The properties of mechanically activated powders consisting of 17.0 wt% Fe2O3, 4.4 wt% MnCO3, 3.6 wt% ZnO and 75.0 wt% BaTiO3

A novel multiferroic composite material, composed of a mixture of nanocrystals of BaT(1-x)MexO(3) and MeFe12O19 (Me = Zn and Mn) and an amorphous phases of BaTi1-xMexO3, MeFe12O19 and MeFe2O4, is synthetized. The composite material consisting of the mixture of nanocrystals of Fe2O3, ZnO and BaTiO3 embedded into the amorphous phase of MnCO3 is obtained by grinding the powder mixture of 17.0 wt% Fe2O3, 4.4 wt% MnCO3, 3.6 wt% ZnO and 75.0 wt% BaTiO3 for 20 min. The powders as-ground for 80 min and more are composed of the mixture of nanocrystals of Fe2O3 and BaTiO3 embedded in the amorphous phase of Fe2O3, ZnO, BaTiO3 and MnCO3. With increasing grinding time, formation of the composite with finer particles, a lower mean size of nanocrystals, higher content of the amorphous phase and higher magnetization is observed. The magnetization of the pressed samples increases with increasing grinding time.
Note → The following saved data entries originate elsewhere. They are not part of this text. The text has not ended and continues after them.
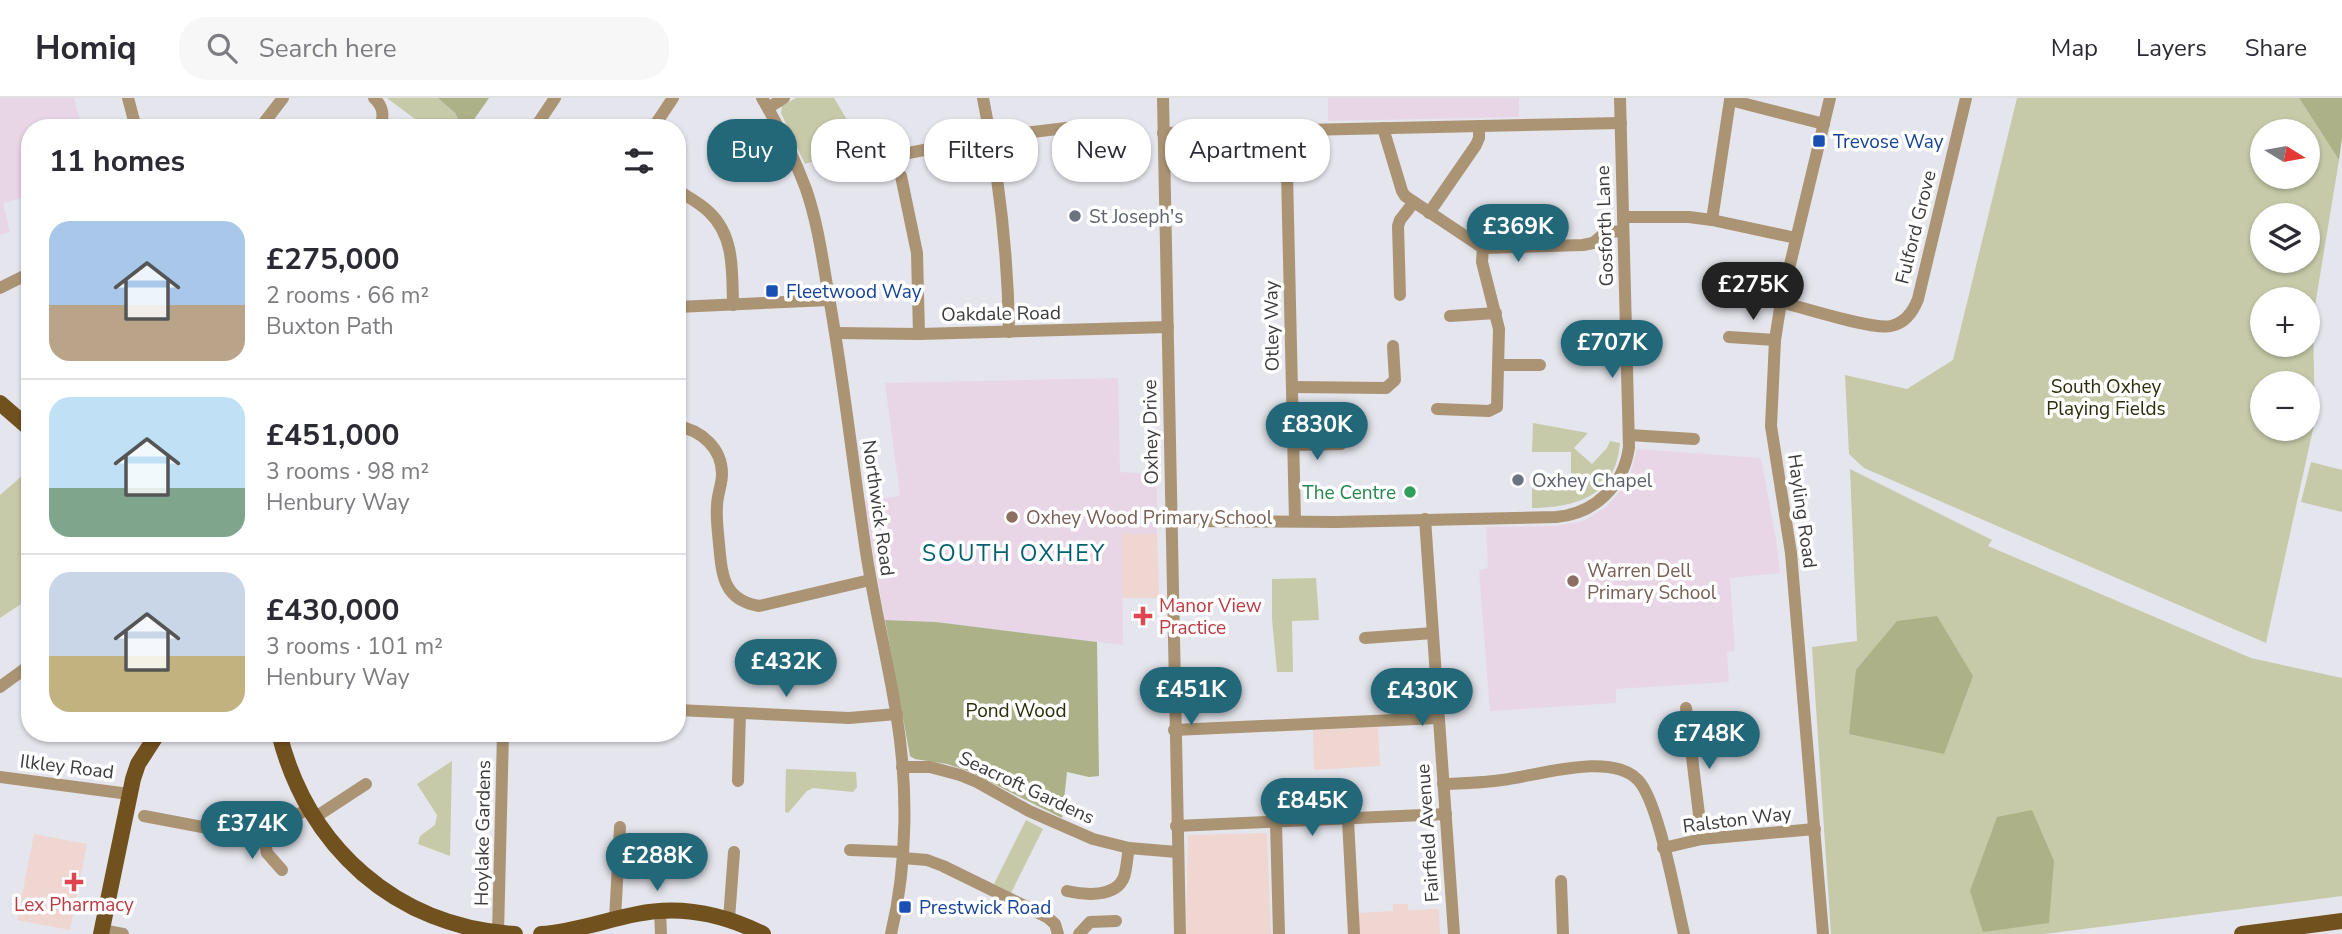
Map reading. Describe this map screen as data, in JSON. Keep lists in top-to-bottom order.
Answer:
{
  "streets": {
    "street": [
      "Gosforth Lane",
      "Fulford Grove",
      "Oakdale Road",
      "Otley Way",
      "Oxhey Drive",
      "Northwick Road",
      "Hayling Road",
      "Ilkley Road",
      "Seacroft Gardens",
      "Ralston Way",
      "Hoylake Gardens",
      "Fairfield Avenue"
    ]
  },
  "crossings": [
    ["Gosforth Lane", "Otley Way"],
    ["Gosforth Lane", "Oxhey Drive"],
    ["Gosforth Lane", "Fairfield Avenue"],
    ["Fulford Grove", "Hayling Road"],
    ["Oakdale Road", "Oxhey Drive"],
    ["Oakdale Road", "Northwick Road"],
    ["Oxhey Drive", "Seacroft Gardens"],
    ["Northwick Road", "Seacroft Gardens"],
    ["Hayling Road", "Ralston Way"]
  ],
  "districts": ["SOUTH OXHEY"],
  "parks": ["South Oxhey Playing Fields", "Pond Wood"],
  "places": {
    "transit": ["Trevose Way", "Fleetwood Way", "Prestwick Road"],
    "other": [
      "St Joseph's",
      "Oxhey Chapel",
      "The Centre",
      "Oxhey Wood Primary School",
      "Warren Dell Primary School"
    ],
    "health": ["Manor View Practice", "Lex Pharmacy"]
  },
  "north": "right",
  "page": {
    "header": "Homiq",
    "search": "Search here",
    "nav": ["Map", "Layers", "Share"],
    "map_buttons": ["+", "−"],
    "chip": [
      "Buy",
      "Rent",
      "Filters",
      "New",
      "Apartment"
    ],
    "heading": "11 homes",
    "list": [
      {
        "name": "£275,000",
        "note": "2 rooms · 66 m² · Buxton Path"
      },
      {
        "name": "£451,000",
        "note": "3 rooms · 98 m² · Henbury Way"
      },
      {
        "name": "£430,000",
        "note": "3 rooms · 101 m² · Henbury Way"
      }
    ],
    "price": [
      "£369K",
      "£275K",
      "£707K",
      "£830K",
      "£432K",
      "£451K",
      "£430K",
      "£748K",
      "£845K",
      "£374K",
      "£288K"
    ]
  }
}
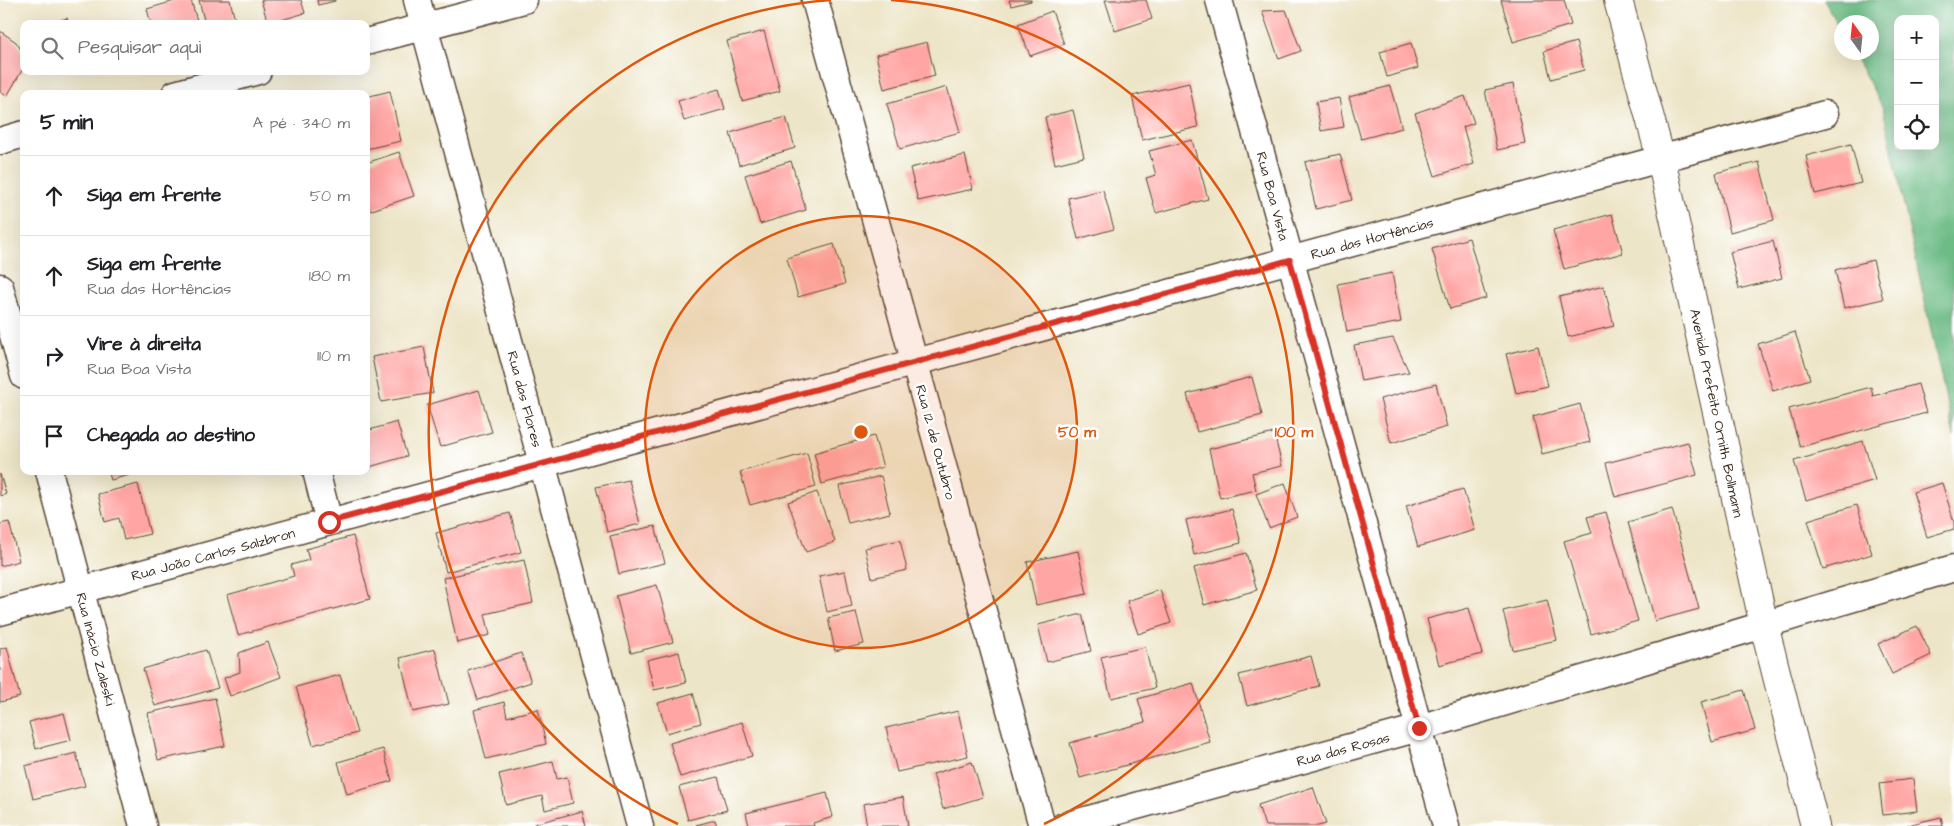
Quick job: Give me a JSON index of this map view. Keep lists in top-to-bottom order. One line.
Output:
{"streets":{"street":["Rua Boa Vista","Rua das Hortências","Rua das Flores","Avenida Prefeito Ornith Bollmann","Rua 12 de Outubro","Rua João Carlos Salzbron","Rua Inácio Zaleski","Rua das Rosas"]},"crossings":[["Rua Boa Vista","Rua das Hortências"],["Rua Boa Vista","Rua das Rosas"],["Rua das Hortências","Rua das Flores"],["Rua das Hortências","Avenida Prefeito Ornith Bollmann"],["Rua das Hortências","Rua 12 de Outubro"],["Rua das Hortências","Rua João Carlos Salzbron"],["Rua das Flores","Rua João Carlos Salzbron"],["Avenida Prefeito Ornith Bollmann","Rua das Rosas"],["Rua João Carlos Salzbron","Rua Inácio Zaleski"]],"north":"top","page":{"map_buttons":["+","−"],"search":"Pesquisar aqui","heading":["5 min","A pé · 340 m"],"list":[["Siga em frente","50 m"],["Siga em frente","Rua das Hortências","180 m"],["Vire à direita","Rua Boa Vista","110 m"],"Chegada ao destino"]},"rings":["50 m","100 m"]}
Grinding declines the amount of large weakly-ferromagnetic crystals of hematite, however it increases the quantity of paramagnetic small nanocrystals and the amorphous phase. The powder is thermostable up to 280 degrees C. Annealing above 280 degrees C results in the decrease in the magnetization of the cooled sample as a consequence of crystallization of the amorphous phase and enlargement of the size of nanocrystals. When sintering for 2 h at 1200 degrees C, the mixture of nanocrystals of BaTi1-xMexO3 and MeFe12O19 embedded into the amorphous matrix composed of BaTi1-xMexO3, MeFe12O19 and MeFe2O4 is formed. The sintered samples ground for longer periods of time are mainly composed of the amorphous phase and fine nanocrystals. Grinding of powders for less than 100 min results in the sintered samples with a granular structure, whereas the samples obtained from powders ground for more than 160 min are relatively compact. The magnetization of the sintered samples declines with increasing grinding time to 180 min due to transformation of nanocrystals into the amorphous phase. Further increase in grinding time from 180 to 240 min causes the increase in the magnetization, resulting from the effect of sintering. The magnetization of the sintered samples ground for more than 240 min declines with increasing grinding time, since the amount of the amorphous phase rapidly increases when grinding above 240 min. The samples sintered from the powders ground for 240 min show the compact structure and maximum magnetization.

Automated summary

A novel multiferroic composite material was successfully synthesized, and the microstructure, magnetic properties, and thermal stability of the material were found to be sensitive to the grinding time.